Exercise: Copy each entry below exactly as it reads.

Entries taken from a collection
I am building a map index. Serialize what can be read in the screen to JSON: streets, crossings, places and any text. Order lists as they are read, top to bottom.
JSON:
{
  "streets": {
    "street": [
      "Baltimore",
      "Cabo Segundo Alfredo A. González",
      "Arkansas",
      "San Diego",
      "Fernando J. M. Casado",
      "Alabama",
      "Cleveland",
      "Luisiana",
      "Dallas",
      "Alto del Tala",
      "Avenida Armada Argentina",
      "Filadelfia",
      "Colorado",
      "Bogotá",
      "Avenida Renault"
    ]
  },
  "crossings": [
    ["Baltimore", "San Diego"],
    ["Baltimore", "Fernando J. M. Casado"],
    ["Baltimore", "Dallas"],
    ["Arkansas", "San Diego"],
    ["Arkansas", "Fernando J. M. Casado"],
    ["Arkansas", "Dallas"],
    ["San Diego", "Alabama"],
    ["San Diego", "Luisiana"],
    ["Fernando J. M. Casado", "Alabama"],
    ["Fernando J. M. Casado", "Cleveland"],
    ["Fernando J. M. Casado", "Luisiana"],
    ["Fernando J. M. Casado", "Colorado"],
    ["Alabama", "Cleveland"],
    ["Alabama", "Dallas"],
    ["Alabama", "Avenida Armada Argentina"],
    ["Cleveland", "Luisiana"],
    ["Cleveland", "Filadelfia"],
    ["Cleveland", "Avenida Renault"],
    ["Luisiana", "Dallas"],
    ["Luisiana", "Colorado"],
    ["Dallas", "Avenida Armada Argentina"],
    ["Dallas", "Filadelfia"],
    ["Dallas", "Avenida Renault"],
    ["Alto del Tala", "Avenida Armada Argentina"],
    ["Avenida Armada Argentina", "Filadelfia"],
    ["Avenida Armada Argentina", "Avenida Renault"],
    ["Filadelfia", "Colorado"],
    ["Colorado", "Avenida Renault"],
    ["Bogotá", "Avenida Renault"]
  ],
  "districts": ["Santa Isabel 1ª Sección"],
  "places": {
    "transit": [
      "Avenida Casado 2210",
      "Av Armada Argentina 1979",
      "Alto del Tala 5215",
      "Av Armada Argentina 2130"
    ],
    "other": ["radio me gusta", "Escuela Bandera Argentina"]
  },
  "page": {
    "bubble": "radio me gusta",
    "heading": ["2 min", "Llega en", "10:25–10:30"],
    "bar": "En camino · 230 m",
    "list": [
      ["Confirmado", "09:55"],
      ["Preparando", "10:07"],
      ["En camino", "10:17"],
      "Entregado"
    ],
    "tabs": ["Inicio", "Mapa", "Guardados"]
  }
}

Worked solution:
I am building a map index. Serialize what can be read in the screen to JSON: streets, crossings, places and any text. Order lists as they are read, top to bottom.
JSON:
{
  "streets": {
    "street": [
      "Baltimore",
      "Cabo Segundo Alfredo A. González",
      "Arkansas",
      "San Diego",
      "Fernando J. M. Casado",
      "Alabama",
      "Cleveland",
      "Luisiana",
      "Dallas",
      "Alto del Tala",
      "Avenida Armada Argentina",
      "Filadelfia",
      "Colorado",
      "Bogotá",
      "Avenida Renault"
    ]
  },
  "crossings": [
    ["Baltimore", "San Diego"],
    ["Baltimore", "Fernando J. M. Casado"],
    ["Baltimore", "Dallas"],
    ["Arkansas", "San Diego"],
    ["Arkansas", "Fernando J. M. Casado"],
    ["Arkansas", "Dallas"],
    ["San Diego", "Alabama"],
    ["San Diego", "Luisiana"],
    ["Fernando J. M. Casado", "Alabama"],
    ["Fernando J. M. Casado", "Cleveland"],
    ["Fernando J. M. Casado", "Luisiana"],
    ["Fernando J. M. Casado", "Colorado"],
    ["Alabama", "Cleveland"],
    ["Alabama", "Dallas"],
    ["Alabama", "Avenida Armada Argentina"],
    ["Cleveland", "Luisiana"],
    ["Cleveland", "Filadelfia"],
    ["Cleveland", "Avenida Renault"],
    ["Luisiana", "Dallas"],
    ["Luisiana", "Colorado"],
    ["Dallas", "Avenida Armada Argentina"],
    ["Dallas", "Filadelfia"],
    ["Dallas", "Avenida Renault"],
    ["Alto del Tala", "Avenida Armada Argentina"],
    ["Avenida Armada Argentina", "Filadelfia"],
    ["Avenida Armada Argentina", "Avenida Renault"],
    ["Filadelfia", "Colorado"],
    ["Colorado", "Avenida Renault"],
    ["Bogotá", "Avenida Renault"]
  ],
  "districts": ["Santa Isabel 1ª Sección"],
  "places": {
    "transit": [
      "Avenida Casado 2210",
      "Av Armada Argentina 1979",
      "Alto del Tala 5215",
      "Av Armada Argentina 2130"
    ],
    "other": ["radio me gusta", "Escuela Bandera Argentina"]
  },
  "page": {
    "bubble": "radio me gusta",
    "heading": ["2 min", "Llega en", "10:25–10:30"],
    "bar": "En camino · 230 m",
    "list": [
      ["Confirmado", "09:55"],
      ["Preparando", "10:07"],
      ["En camino", "10:17"],
      "Entregado"
    ],
    "tabs": ["Inicio", "Mapa", "Guardados"]
  }
}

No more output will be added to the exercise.